Top of Exercise data
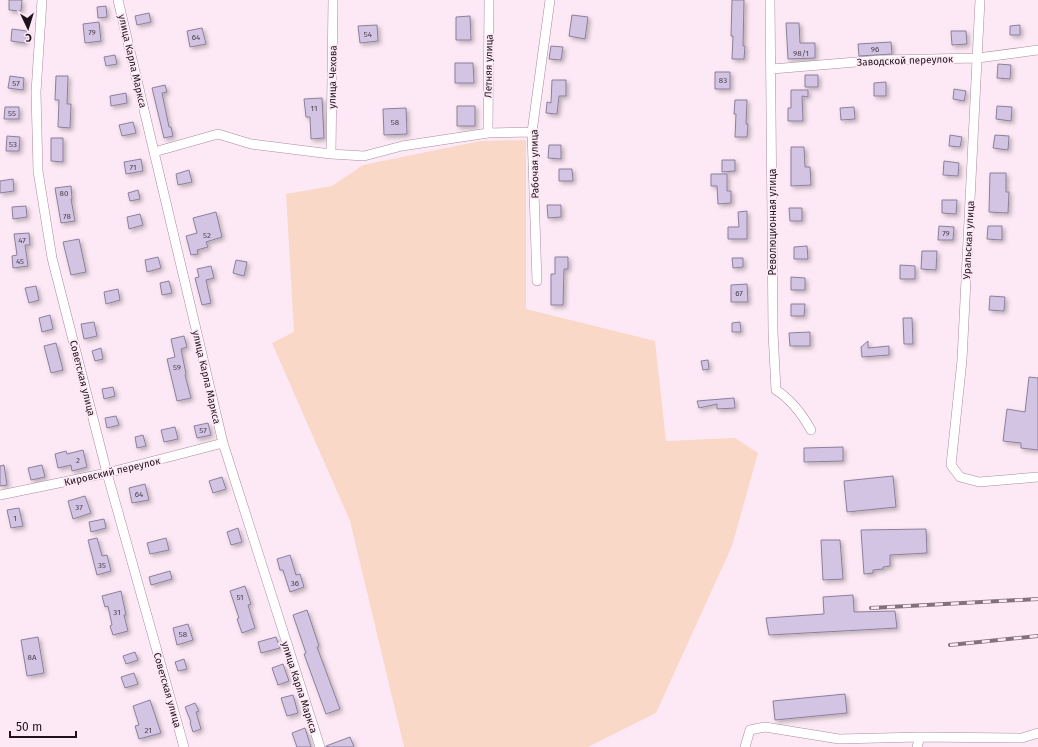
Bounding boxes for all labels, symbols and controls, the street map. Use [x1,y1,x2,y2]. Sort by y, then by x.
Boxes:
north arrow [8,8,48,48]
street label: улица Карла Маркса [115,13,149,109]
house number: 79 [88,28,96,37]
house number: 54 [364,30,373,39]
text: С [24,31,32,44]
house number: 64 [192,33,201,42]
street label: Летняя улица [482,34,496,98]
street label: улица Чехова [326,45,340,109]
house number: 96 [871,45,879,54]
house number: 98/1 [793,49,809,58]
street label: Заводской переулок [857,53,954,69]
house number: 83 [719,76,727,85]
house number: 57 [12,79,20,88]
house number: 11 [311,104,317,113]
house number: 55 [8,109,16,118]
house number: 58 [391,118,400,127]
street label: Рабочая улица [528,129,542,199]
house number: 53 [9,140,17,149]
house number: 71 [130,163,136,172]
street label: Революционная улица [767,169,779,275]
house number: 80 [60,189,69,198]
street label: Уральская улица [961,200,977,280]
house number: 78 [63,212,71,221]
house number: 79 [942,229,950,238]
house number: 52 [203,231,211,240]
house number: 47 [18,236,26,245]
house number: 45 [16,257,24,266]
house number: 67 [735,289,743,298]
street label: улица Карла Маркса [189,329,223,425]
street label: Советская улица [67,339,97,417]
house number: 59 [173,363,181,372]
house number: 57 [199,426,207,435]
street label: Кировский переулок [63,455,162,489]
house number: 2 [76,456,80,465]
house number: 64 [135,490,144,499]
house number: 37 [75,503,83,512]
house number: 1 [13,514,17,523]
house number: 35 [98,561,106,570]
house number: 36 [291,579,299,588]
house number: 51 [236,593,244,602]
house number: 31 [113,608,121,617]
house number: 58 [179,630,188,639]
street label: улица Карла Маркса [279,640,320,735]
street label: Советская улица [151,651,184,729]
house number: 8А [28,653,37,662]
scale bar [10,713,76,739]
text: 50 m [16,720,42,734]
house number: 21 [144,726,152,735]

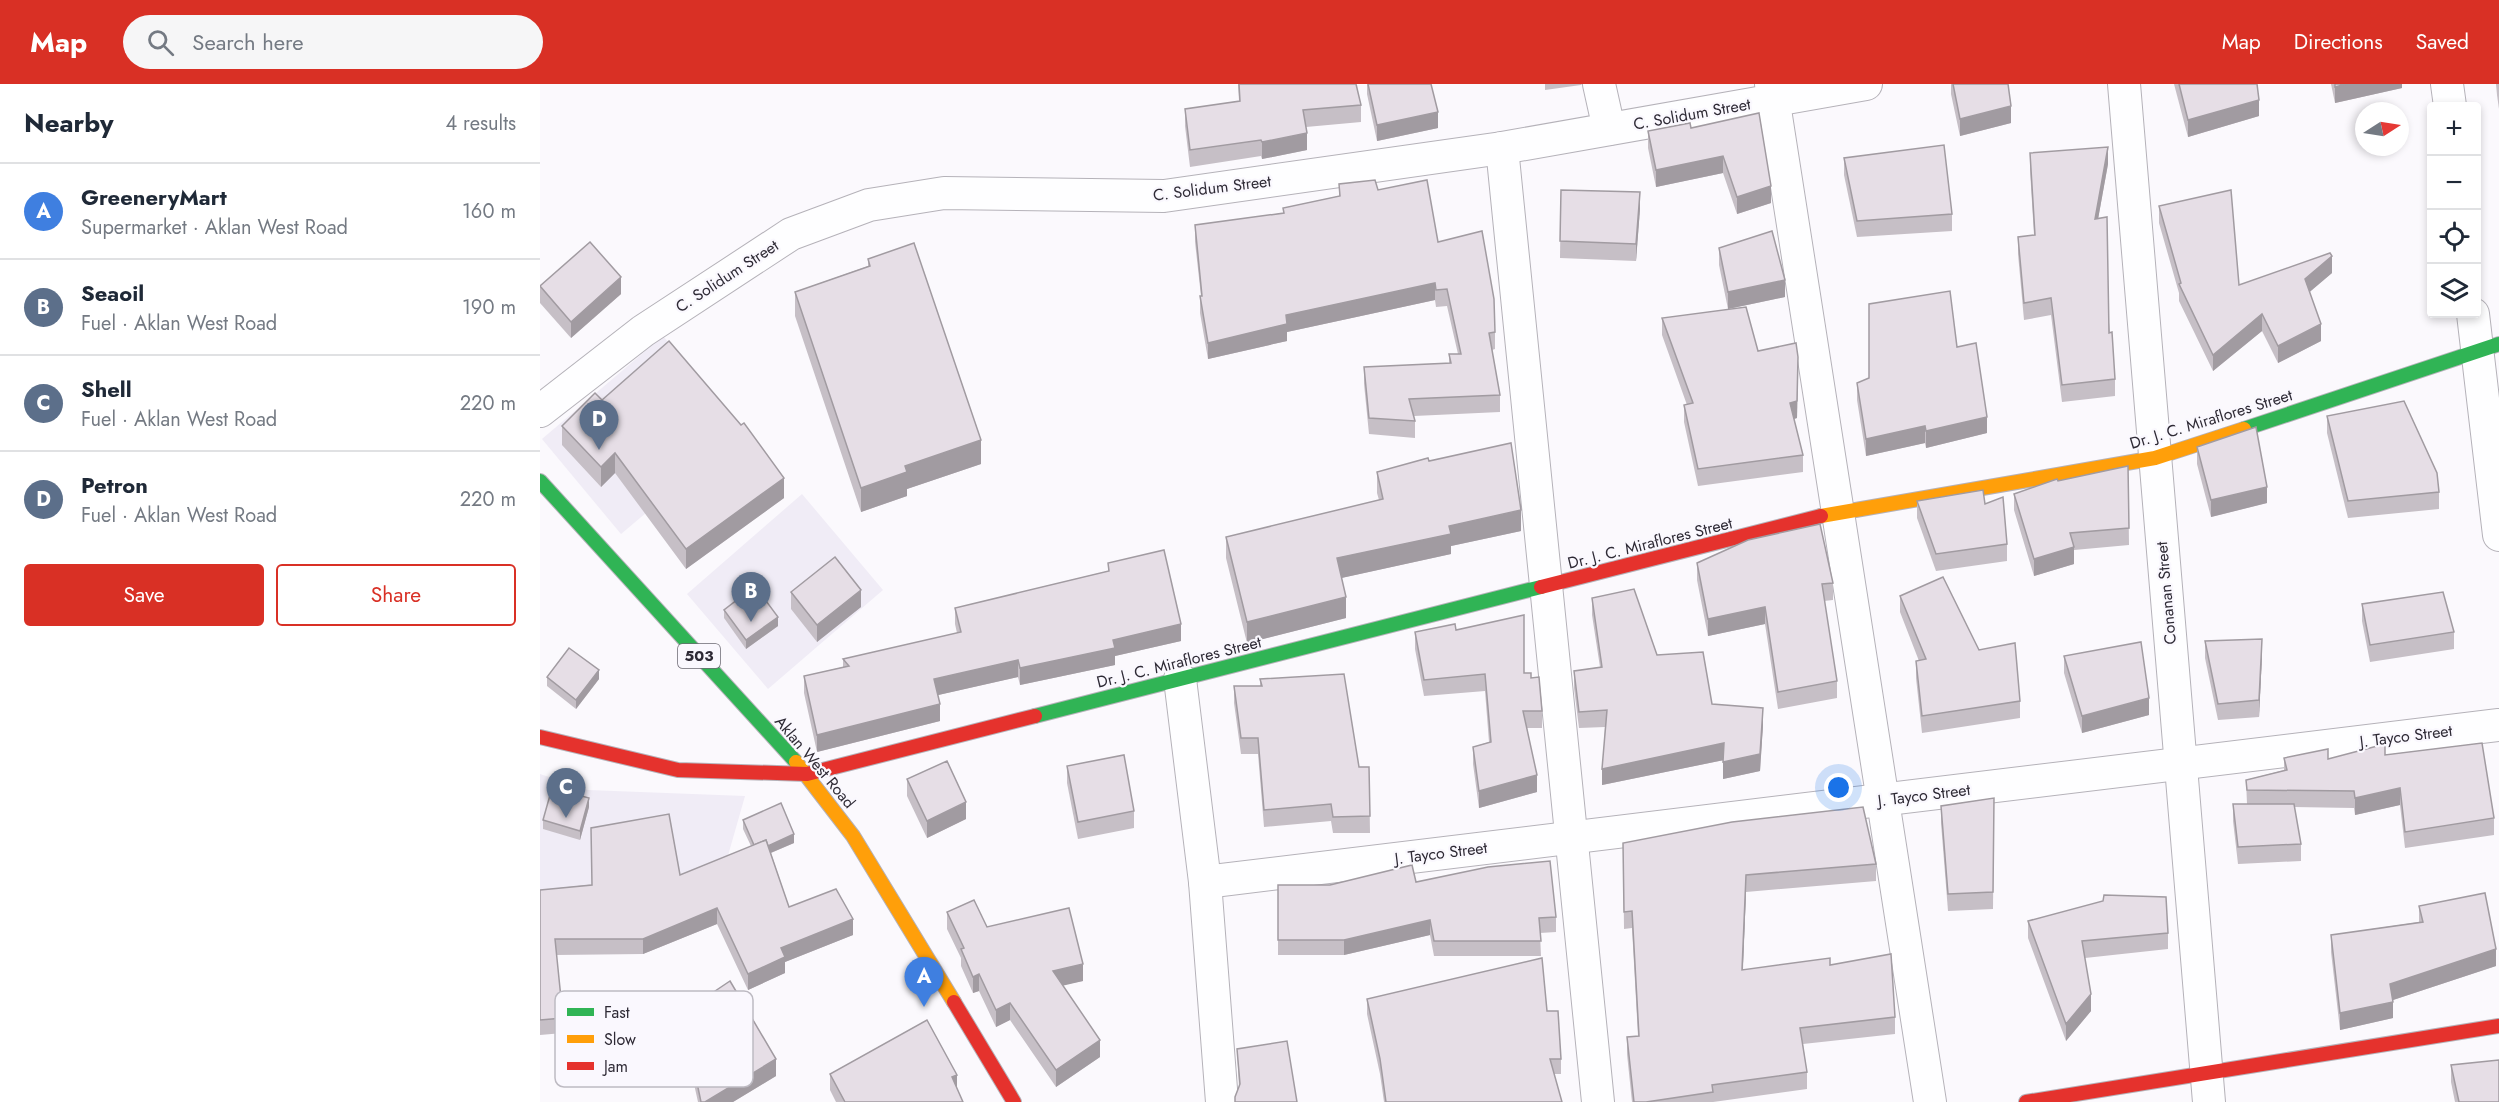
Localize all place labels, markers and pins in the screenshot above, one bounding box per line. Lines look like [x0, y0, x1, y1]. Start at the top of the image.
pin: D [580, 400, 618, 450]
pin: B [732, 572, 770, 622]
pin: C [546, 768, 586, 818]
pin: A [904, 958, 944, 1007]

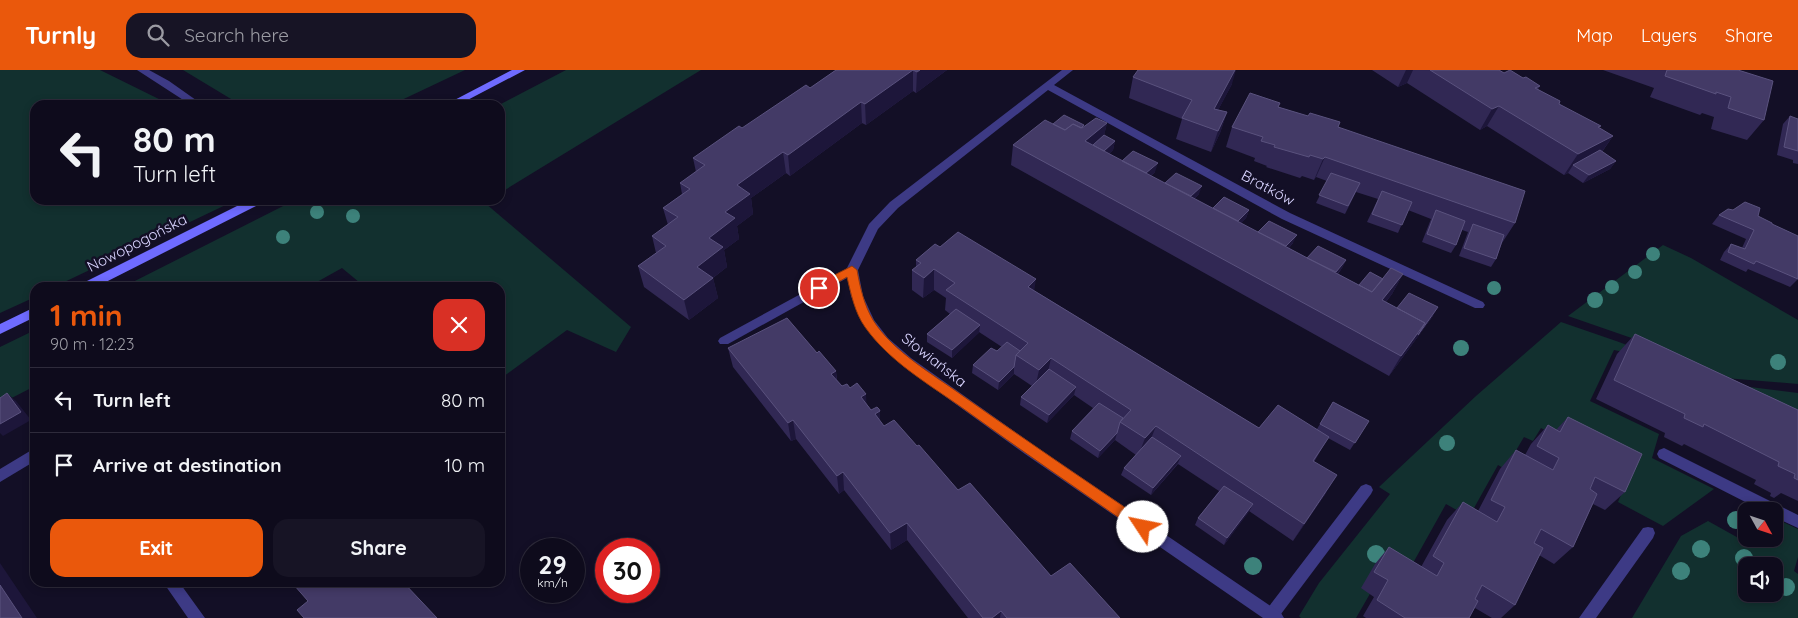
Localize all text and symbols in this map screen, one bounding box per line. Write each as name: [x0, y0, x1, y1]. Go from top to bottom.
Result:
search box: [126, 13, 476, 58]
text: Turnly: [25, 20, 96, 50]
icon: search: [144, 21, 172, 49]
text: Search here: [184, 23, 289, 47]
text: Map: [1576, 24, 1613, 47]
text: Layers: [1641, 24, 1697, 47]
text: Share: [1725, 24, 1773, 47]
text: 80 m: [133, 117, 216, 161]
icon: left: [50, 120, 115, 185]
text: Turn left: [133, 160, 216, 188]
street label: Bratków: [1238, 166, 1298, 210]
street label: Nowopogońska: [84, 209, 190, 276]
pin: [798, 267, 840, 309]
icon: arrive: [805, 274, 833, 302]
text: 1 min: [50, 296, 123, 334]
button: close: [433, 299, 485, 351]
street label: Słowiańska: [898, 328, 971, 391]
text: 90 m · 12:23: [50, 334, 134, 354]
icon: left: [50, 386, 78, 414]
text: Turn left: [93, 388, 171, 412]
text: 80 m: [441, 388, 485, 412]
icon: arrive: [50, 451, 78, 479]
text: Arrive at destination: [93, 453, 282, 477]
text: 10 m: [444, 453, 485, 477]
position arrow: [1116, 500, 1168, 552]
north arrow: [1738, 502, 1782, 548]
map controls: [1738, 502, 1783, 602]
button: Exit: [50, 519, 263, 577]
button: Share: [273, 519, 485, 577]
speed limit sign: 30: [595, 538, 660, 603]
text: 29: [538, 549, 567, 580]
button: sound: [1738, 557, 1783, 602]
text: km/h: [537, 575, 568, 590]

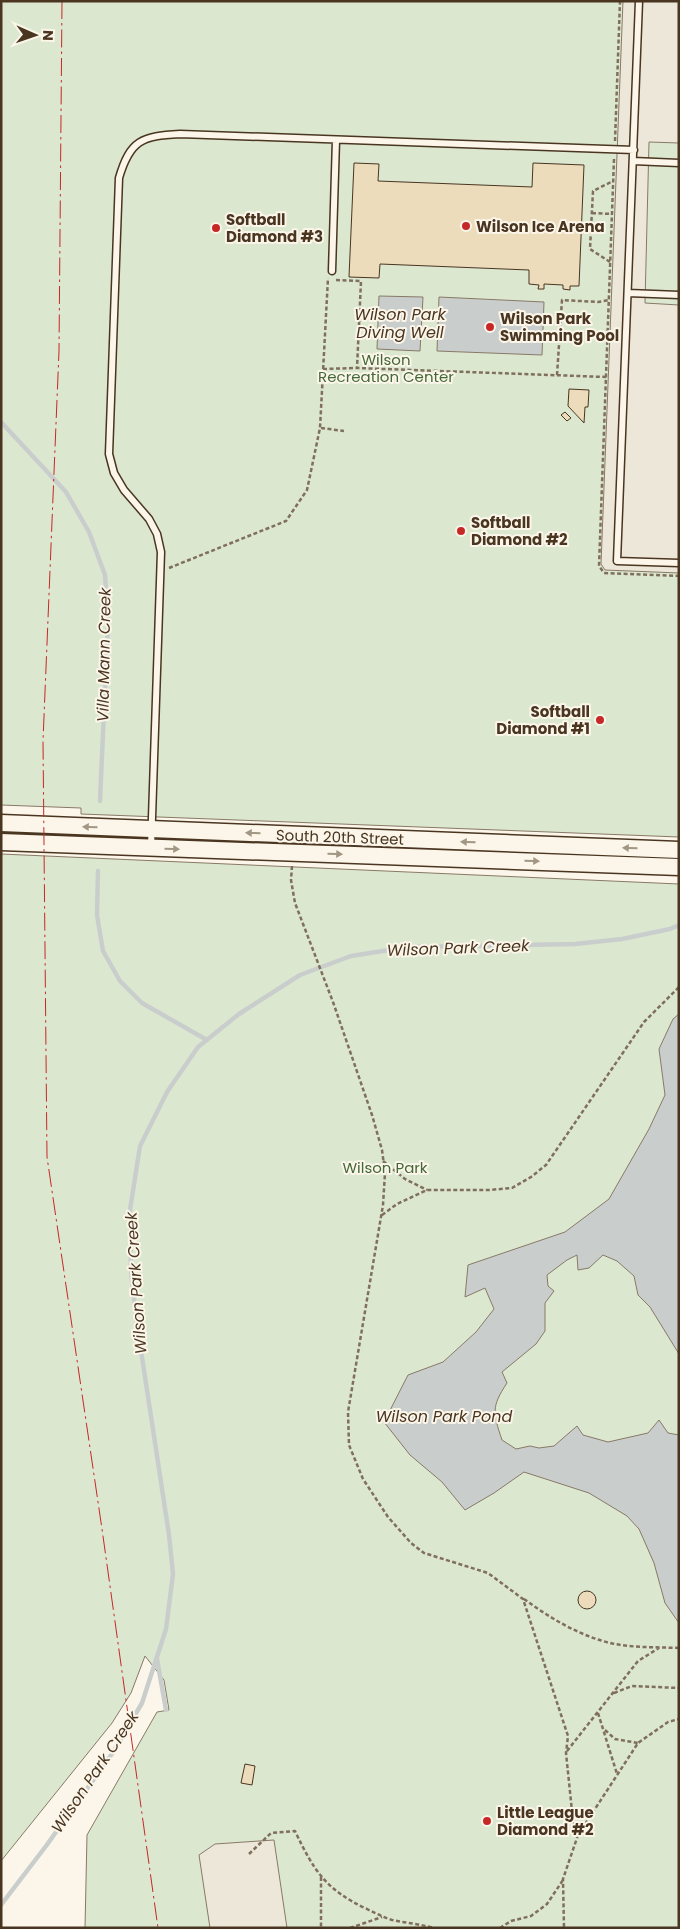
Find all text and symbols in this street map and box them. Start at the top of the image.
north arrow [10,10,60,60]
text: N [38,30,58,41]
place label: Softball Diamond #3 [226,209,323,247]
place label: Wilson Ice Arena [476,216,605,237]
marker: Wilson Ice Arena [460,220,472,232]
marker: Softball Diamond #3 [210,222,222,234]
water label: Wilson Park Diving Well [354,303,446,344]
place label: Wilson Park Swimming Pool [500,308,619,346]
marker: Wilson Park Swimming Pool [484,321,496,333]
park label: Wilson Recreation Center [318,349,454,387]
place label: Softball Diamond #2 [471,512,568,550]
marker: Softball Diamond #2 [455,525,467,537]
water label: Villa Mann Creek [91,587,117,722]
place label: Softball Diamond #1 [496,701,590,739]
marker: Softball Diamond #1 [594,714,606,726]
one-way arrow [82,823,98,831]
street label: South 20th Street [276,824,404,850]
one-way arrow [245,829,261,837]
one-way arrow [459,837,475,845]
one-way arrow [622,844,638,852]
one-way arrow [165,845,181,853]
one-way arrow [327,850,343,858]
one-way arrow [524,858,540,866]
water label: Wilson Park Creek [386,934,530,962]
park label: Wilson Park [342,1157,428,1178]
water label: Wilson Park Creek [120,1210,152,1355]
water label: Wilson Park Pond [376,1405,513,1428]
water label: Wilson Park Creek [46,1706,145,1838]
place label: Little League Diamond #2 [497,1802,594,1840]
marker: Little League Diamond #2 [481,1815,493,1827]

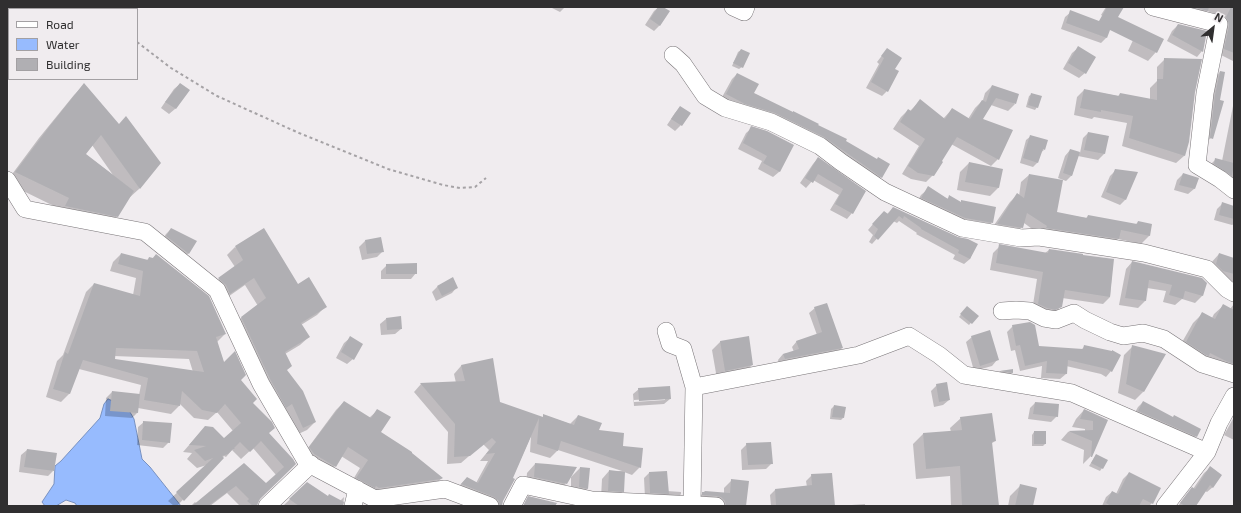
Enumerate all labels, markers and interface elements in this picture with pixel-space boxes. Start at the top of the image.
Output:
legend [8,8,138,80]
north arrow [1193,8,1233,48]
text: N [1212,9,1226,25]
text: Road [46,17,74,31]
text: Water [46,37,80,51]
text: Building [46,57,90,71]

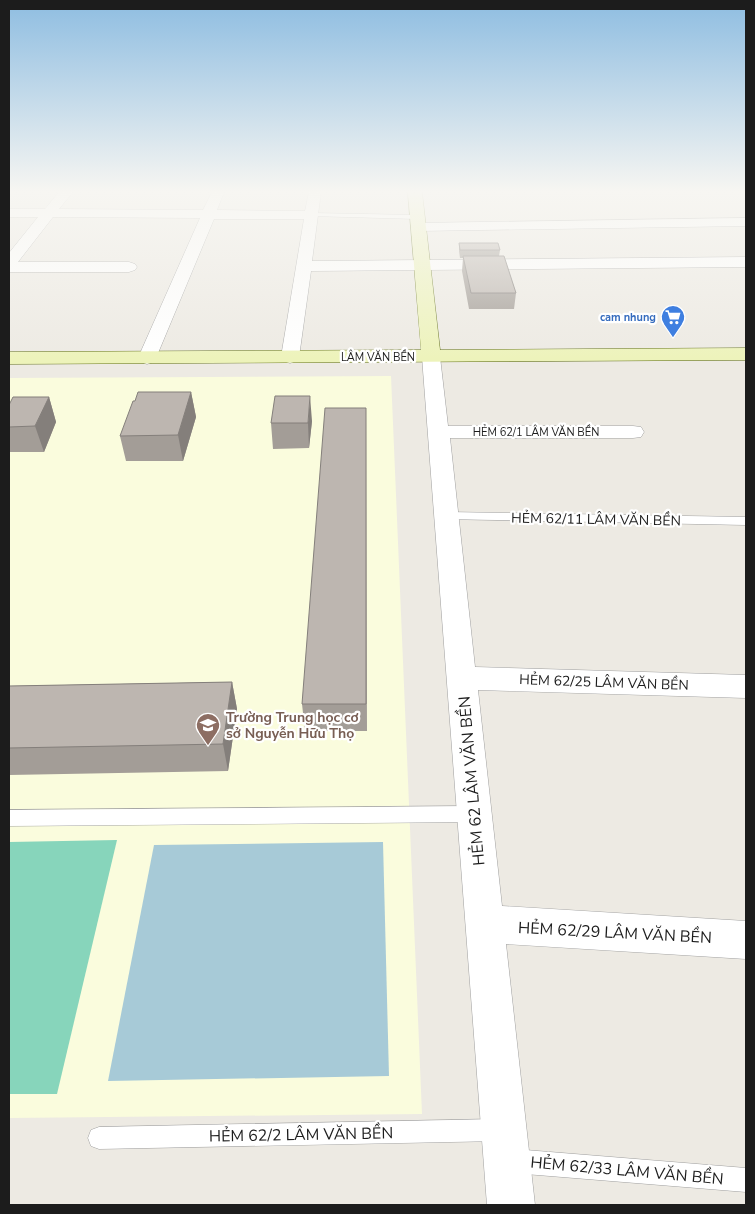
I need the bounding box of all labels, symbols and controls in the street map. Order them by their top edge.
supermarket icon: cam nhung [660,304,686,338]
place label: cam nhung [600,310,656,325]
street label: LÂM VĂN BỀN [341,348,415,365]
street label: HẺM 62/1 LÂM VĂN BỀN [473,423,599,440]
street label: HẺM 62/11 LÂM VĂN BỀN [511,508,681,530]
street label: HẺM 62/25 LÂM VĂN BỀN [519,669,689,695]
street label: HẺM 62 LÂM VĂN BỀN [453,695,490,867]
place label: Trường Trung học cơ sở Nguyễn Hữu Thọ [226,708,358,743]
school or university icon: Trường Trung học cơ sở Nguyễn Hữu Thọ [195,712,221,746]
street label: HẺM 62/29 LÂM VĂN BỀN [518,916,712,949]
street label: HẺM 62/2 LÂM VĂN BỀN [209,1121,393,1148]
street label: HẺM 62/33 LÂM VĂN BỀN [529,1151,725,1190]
Bottom of Exercise data
### [Try it]
Wherever the word "Start" appears in a line of the data above, copy that line.

### [Answer to the problem]
Localize all place labels, markers and pins in the screenshot above, one bounding box per line. Lines look like [x0, y0, x1, y1]. Start at the top of the image.
Find all text and symbols in this street map and box them. Start at the top of the image.
Enumerate all labels, markers and interface elements in this picture with pixel-space boxes. Start at the top of the image.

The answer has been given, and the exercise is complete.